Com o Mogwai, não existem truques de performance, afetação no palco, projeções em primeiro plano, jogos de luz excêntricos, alguns dos clichês implementados pelo pós-rock na última década. O que se vê é uma grande banda que se entrega e trabalha para por a música em evidência, talvez como ela devesse ser ouvida, valorizando as frequências certas e tocando com o ganho no máximo.

A primeira vez do Mogwai no Brasil foi no já longínquo 2002 (relembre aqui), com o lançamento de seu terceiro disco, “Rock Action”, de 2001. Depois eles voltaram para promover “Hardcore Will Never Die”, seu sétimo álbum, no Sónar São Paulo 2012. Agora, em 2018, a banda voltou para mostrar seu nono álbum de estúdio, “Every Country’s Sun” (2017), um disco que, mesmo flertando cada vez mais com o eletrônico, assume uma postura quase política de reivindicar o peso das guitarras em tempos em que tanto falamos sobre falência de fabricantes de instrumentos e “queda” do rock.

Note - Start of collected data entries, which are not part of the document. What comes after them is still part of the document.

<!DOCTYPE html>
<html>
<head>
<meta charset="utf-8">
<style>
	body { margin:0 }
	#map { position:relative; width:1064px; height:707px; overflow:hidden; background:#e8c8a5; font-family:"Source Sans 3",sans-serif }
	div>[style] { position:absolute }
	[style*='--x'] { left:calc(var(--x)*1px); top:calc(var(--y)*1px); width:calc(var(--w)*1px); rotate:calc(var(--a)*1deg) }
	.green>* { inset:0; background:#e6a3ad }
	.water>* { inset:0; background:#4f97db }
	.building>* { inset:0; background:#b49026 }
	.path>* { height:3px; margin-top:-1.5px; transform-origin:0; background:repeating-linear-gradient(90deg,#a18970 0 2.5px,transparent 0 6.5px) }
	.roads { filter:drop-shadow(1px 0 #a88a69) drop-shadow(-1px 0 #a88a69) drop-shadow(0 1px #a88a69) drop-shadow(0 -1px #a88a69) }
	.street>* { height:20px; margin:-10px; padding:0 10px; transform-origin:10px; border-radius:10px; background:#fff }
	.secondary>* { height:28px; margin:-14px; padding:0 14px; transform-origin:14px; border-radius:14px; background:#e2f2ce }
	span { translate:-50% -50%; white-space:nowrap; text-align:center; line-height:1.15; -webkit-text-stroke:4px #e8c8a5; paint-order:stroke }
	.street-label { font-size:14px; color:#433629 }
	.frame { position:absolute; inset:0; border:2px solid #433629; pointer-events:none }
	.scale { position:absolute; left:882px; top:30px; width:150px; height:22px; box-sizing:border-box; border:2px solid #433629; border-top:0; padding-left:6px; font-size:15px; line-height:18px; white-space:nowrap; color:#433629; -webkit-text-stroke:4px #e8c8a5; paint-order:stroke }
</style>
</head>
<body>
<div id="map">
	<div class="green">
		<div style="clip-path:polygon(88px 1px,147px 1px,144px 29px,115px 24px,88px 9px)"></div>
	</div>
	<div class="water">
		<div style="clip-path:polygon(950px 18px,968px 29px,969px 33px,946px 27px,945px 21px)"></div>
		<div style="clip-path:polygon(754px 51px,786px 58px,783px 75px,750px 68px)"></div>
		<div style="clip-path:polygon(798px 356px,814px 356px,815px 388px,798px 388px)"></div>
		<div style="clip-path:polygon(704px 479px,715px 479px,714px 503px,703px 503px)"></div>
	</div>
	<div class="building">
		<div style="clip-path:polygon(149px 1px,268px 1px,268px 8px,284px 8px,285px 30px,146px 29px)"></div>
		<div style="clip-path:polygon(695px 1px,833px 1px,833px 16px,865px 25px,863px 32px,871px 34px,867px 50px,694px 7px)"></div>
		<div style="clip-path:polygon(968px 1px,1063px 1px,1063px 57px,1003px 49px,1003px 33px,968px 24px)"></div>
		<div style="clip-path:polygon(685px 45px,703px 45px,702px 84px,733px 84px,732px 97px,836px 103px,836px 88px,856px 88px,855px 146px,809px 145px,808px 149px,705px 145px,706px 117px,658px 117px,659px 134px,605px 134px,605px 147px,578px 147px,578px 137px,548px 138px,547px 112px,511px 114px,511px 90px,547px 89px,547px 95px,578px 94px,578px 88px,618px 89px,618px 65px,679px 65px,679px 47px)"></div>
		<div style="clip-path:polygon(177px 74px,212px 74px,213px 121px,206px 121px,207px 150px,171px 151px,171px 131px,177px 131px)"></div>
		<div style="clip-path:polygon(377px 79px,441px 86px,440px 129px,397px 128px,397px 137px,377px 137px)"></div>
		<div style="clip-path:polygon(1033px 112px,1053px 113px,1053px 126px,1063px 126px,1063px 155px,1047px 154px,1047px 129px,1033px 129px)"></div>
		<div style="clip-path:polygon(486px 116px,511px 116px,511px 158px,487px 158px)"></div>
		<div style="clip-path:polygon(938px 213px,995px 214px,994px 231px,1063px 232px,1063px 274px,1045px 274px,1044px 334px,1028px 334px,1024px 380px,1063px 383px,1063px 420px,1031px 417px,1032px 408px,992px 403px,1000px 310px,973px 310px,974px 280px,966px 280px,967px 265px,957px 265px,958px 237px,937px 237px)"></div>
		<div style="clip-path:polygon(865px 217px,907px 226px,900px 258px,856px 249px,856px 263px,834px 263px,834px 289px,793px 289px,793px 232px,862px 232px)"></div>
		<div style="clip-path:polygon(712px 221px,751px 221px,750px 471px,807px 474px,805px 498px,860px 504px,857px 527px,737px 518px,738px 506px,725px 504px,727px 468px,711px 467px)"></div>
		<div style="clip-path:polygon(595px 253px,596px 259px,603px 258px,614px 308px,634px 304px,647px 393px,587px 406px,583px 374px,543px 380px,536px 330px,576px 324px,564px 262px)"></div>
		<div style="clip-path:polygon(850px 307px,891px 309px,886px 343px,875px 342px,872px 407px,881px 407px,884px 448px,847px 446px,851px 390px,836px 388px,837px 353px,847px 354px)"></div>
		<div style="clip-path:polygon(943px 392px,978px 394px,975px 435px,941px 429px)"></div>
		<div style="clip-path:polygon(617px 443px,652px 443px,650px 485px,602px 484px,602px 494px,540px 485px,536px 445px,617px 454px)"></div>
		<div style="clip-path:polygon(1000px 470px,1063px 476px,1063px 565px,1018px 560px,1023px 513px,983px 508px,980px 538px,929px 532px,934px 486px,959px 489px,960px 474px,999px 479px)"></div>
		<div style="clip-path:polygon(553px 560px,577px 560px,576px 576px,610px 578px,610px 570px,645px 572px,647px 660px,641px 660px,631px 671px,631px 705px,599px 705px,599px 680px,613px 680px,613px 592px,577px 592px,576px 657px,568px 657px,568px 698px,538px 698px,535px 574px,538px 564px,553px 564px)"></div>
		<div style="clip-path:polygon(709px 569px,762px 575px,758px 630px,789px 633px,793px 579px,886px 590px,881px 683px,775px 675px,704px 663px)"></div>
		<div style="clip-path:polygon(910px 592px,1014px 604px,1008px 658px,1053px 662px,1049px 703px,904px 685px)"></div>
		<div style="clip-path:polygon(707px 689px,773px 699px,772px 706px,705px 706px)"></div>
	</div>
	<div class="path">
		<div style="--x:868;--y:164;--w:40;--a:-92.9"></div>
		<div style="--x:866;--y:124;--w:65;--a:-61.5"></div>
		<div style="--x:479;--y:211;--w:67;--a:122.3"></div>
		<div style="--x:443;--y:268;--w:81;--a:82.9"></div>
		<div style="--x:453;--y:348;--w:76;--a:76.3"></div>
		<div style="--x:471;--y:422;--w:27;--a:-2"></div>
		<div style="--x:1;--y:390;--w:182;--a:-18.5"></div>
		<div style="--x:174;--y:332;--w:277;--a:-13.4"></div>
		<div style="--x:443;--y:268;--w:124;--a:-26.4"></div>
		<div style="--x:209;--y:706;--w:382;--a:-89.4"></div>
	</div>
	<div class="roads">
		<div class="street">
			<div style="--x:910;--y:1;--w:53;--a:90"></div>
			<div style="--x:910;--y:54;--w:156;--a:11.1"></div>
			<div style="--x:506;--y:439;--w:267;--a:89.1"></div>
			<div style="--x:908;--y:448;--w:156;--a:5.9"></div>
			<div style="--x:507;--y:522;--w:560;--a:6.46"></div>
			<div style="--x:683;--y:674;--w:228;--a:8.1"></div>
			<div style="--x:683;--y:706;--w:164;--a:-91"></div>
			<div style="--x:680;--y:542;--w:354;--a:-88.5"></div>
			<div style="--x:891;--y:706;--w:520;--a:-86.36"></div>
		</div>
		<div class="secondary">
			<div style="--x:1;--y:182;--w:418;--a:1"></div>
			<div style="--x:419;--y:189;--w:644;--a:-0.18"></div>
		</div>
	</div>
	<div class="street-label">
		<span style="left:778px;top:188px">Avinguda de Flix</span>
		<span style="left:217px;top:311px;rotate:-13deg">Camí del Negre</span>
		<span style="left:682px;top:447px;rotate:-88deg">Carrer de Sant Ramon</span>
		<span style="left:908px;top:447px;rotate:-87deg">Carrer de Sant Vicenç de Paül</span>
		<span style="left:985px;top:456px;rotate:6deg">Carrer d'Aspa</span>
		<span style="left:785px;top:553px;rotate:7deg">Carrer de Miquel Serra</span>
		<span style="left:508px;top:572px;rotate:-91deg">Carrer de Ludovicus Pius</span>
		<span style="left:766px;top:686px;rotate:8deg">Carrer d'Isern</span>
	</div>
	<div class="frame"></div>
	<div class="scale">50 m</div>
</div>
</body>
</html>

Ver músicas como “Auto Rock”, “Mogwai Fear Satan” e “Rano Pano” ao lado de novas como “Old Poisons”, “Don’t Believe The Fife” e “Crossing The Road Material” só mostra que, talvez, um dos maiores legados que o Mogwai deixa é que de fato as guitarras, o baixo, a bateria, os amplificadores valvulados, as caixas de som, os pedais de distorção, ou seja, toda a aparelhagem e arquétipo do rock (mesmo que aqui seja pós-rock) ainda são, sim, relevantes.

Antes da apresentação em São Paulo em 2018, única no Brasil, o multi-instrumentista Barry Burns recebeu o Scream & Yell para uma entrevista. No bate papo, falamos sobre o Brasil, o novo álbum, a situação política na Europa (sobretudo pós-Brexit), a indústria da música e (como mostra a foto abaixo) aproveitei o momento para deixar um presente especial para a banda que me fez ter interesse por pedais de distorção e fuzz.

Boa noite, Barry! Como vai? Obrigado por me receber…
Boa noite…

Sei que não teremos muito tempo, mas antes de começar trouxe um presente do Brasil para você… (Entrego uma sacola)
Sério? Isso é pra mim?

Sim… É um pedal de fuzz brasileiro, achei que faria sentido dar um fuzz nacional de presente para vocês.
O QUE? Não acredito! Muito obrigado… (Abre a caixa) Esse é o melhor presente que eu já ganhei. Sério, olha o peso disso… Acho que deve ser muito bom.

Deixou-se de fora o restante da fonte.